▽

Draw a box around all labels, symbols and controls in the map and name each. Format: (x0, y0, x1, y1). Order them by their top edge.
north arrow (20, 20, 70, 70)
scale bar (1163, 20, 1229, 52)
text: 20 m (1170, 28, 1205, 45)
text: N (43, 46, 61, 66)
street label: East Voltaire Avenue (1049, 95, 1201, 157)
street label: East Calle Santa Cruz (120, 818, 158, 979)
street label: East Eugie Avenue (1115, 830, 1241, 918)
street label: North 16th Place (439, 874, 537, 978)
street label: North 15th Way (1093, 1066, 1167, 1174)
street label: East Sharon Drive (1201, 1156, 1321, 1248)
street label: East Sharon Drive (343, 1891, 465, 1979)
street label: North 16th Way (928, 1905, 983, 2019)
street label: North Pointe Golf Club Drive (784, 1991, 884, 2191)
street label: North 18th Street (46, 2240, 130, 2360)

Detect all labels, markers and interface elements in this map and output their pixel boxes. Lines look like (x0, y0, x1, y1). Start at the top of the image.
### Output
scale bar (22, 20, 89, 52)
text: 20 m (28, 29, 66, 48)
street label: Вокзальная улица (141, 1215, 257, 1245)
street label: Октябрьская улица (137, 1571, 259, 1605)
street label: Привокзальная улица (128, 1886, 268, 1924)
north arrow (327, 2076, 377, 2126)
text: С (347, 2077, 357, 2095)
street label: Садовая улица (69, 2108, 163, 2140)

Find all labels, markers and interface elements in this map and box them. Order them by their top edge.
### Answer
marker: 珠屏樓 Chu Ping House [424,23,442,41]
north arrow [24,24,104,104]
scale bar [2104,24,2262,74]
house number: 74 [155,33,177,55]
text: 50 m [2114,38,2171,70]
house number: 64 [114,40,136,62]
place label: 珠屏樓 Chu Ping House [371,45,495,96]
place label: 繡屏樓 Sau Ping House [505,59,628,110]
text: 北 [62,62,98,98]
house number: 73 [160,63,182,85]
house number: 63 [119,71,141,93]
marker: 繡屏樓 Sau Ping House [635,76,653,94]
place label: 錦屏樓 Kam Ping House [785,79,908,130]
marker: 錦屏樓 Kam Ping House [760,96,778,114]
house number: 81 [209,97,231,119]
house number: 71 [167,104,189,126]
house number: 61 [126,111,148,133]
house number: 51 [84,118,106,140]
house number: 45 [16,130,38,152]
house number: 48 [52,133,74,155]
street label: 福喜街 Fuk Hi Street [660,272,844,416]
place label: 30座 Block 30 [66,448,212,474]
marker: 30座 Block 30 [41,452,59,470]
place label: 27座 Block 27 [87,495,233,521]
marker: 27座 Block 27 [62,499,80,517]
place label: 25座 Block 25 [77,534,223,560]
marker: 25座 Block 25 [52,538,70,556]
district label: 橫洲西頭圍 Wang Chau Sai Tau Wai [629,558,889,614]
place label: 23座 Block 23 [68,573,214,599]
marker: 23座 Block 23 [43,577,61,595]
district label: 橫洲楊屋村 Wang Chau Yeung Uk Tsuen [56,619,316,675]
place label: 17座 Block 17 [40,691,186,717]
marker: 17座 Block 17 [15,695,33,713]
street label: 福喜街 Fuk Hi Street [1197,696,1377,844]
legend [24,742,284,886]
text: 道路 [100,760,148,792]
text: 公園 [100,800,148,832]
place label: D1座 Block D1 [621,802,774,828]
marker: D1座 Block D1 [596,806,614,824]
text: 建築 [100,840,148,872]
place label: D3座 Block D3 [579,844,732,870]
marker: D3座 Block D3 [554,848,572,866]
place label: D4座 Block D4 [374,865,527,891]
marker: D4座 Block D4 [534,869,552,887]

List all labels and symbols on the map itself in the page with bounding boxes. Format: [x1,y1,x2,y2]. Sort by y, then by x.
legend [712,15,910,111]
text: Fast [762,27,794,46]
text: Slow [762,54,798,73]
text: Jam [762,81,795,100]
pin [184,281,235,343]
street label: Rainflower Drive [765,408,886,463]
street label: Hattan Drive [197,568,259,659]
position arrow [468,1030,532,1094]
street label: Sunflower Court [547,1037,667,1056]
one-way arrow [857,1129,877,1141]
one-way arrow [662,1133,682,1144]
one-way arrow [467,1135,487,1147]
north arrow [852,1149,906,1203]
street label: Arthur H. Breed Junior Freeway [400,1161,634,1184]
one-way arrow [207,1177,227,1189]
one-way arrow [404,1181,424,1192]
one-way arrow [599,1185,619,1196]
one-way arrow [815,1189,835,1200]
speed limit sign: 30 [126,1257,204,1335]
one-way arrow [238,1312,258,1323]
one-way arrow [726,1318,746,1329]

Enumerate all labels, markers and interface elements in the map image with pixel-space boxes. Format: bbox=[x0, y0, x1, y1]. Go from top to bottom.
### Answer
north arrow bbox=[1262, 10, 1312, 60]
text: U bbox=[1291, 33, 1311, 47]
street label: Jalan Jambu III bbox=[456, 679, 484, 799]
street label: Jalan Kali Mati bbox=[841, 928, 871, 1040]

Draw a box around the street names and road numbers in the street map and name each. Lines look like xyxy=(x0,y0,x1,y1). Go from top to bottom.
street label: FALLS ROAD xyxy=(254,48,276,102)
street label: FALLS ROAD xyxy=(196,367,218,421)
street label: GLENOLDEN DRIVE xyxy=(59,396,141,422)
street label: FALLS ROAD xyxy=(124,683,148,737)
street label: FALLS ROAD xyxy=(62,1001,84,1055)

△

WHAT YOU ARE ASKED TO DO:
Every line of the material must be duplicated exactly.

TASK OUTPUT:
Draw a box around all labels, symbols and controls in the map and name each. Format: (x0, y0, x1, y1). Order them by their top edge.
north arrow (20, 20, 70, 70)
scale bar (1163, 20, 1229, 52)
text: 20 m (1170, 28, 1205, 45)
text: N (43, 46, 61, 66)
street label: East Voltaire Avenue (1049, 95, 1201, 157)
street label: East Calle Santa Cruz (120, 818, 158, 979)
street label: East Eugie Avenue (1115, 830, 1241, 918)
street label: North 16th Place (439, 874, 537, 978)
street label: North 15th Way (1093, 1066, 1167, 1174)
street label: East Sharon Drive (1201, 1156, 1321, 1248)
street label: East Sharon Drive (343, 1891, 465, 1979)
street label: North 16th Way (928, 1905, 983, 2019)
street label: North Pointe Golf Club Drive (784, 1991, 884, 2191)
street label: North 18th Street (46, 2240, 130, 2360)

Detect all labels, markers and interface elements in this map and output their pixel boxes. Lines look like (x0, y0, x1, y1). Start at the top of the image.
### Output
scale bar (22, 20, 89, 52)
text: 20 m (28, 29, 66, 48)
street label: Вокзальная улица (141, 1215, 257, 1245)
street label: Октябрьская улица (137, 1571, 259, 1605)
street label: Привокзальная улица (128, 1886, 268, 1924)
north arrow (327, 2076, 377, 2126)
text: С (347, 2077, 357, 2095)
street label: Садовая улица (69, 2108, 163, 2140)

Find all labels, markers and interface elements in this map and box them. Order them by their top edge.
### Answer
marker: 珠屏樓 Chu Ping House [424,23,442,41]
north arrow [24,24,104,104]
scale bar [2104,24,2262,74]
house number: 74 [155,33,177,55]
text: 50 m [2114,38,2171,70]
house number: 64 [114,40,136,62]
place label: 珠屏樓 Chu Ping House [371,45,495,96]
place label: 繡屏樓 Sau Ping House [505,59,628,110]
text: 北 [62,62,98,98]
house number: 73 [160,63,182,85]
house number: 63 [119,71,141,93]
marker: 繡屏樓 Sau Ping House [635,76,653,94]
place label: 錦屏樓 Kam Ping House [785,79,908,130]
marker: 錦屏樓 Kam Ping House [760,96,778,114]
house number: 81 [209,97,231,119]
house number: 71 [167,104,189,126]
house number: 61 [126,111,148,133]
house number: 51 [84,118,106,140]
house number: 45 [16,130,38,152]
house number: 48 [52,133,74,155]
street label: 福喜街 Fuk Hi Street [660,272,844,416]
place label: 30座 Block 30 [66,448,212,474]
marker: 30座 Block 30 [41,452,59,470]
place label: 27座 Block 27 [87,495,233,521]
marker: 27座 Block 27 [62,499,80,517]
place label: 25座 Block 25 [77,534,223,560]
marker: 25座 Block 25 [52,538,70,556]
district label: 橫洲西頭圍 Wang Chau Sai Tau Wai [629,558,889,614]
place label: 23座 Block 23 [68,573,214,599]
marker: 23座 Block 23 [43,577,61,595]
district label: 橫洲楊屋村 Wang Chau Yeung Uk Tsuen [56,619,316,675]
place label: 17座 Block 17 [40,691,186,717]
marker: 17座 Block 17 [15,695,33,713]
street label: 福喜街 Fuk Hi Street [1197,696,1377,844]
legend [24,742,284,886]
text: 道路 [100,760,148,792]
text: 公園 [100,800,148,832]
place label: D1座 Block D1 [621,802,774,828]
marker: D1座 Block D1 [596,806,614,824]
text: 建築 [100,840,148,872]
place label: D3座 Block D3 [579,844,732,870]
marker: D3座 Block D3 [554,848,572,866]
place label: D4座 Block D4 [374,865,527,891]
marker: D4座 Block D4 [534,869,552,887]

List all labels and symbols on the map itself in the page with bounding boxes. Format: [x1,y1,x2,y2]. Sort by y, then by x.
legend [712,15,910,111]
text: Fast [762,27,794,46]
text: Slow [762,54,798,73]
text: Jam [762,81,795,100]
pin [184,281,235,343]
street label: Rainflower Drive [765,408,886,463]
street label: Hattan Drive [197,568,259,659]
position arrow [468,1030,532,1094]
street label: Sunflower Court [547,1037,667,1056]
one-way arrow [857,1129,877,1141]
one-way arrow [662,1133,682,1144]
one-way arrow [467,1135,487,1147]
north arrow [852,1149,906,1203]
street label: Arthur H. Breed Junior Freeway [400,1161,634,1184]
one-way arrow [207,1177,227,1189]
one-way arrow [404,1181,424,1192]
one-way arrow [599,1185,619,1196]
one-way arrow [815,1189,835,1200]
speed limit sign: 30 [126,1257,204,1335]
one-way arrow [238,1312,258,1323]
one-way arrow [726,1318,746,1329]

Enumerate all labels, markers and interface elements in the map image with pixel-space boxes. Format: bbox=[x0, y0, x1, y1]. Go from top to bottom.
### Answer
north arrow bbox=[1262, 10, 1312, 60]
text: U bbox=[1291, 33, 1311, 47]
street label: Jalan Jambu III bbox=[456, 679, 484, 799]
street label: Jalan Kali Mati bbox=[841, 928, 871, 1040]

Draw a box around the street names and road numbers in the street map and name each. Lines look like xyxy=(x0,y0,x1,y1). Go from top to bottom.
street label: FALLS ROAD xyxy=(254,48,276,102)
street label: FALLS ROAD xyxy=(196,367,218,421)
street label: GLENOLDEN DRIVE xyxy=(59,396,141,422)
street label: FALLS ROAD xyxy=(124,683,148,737)
street label: FALLS ROAD xyxy=(62,1001,84,1055)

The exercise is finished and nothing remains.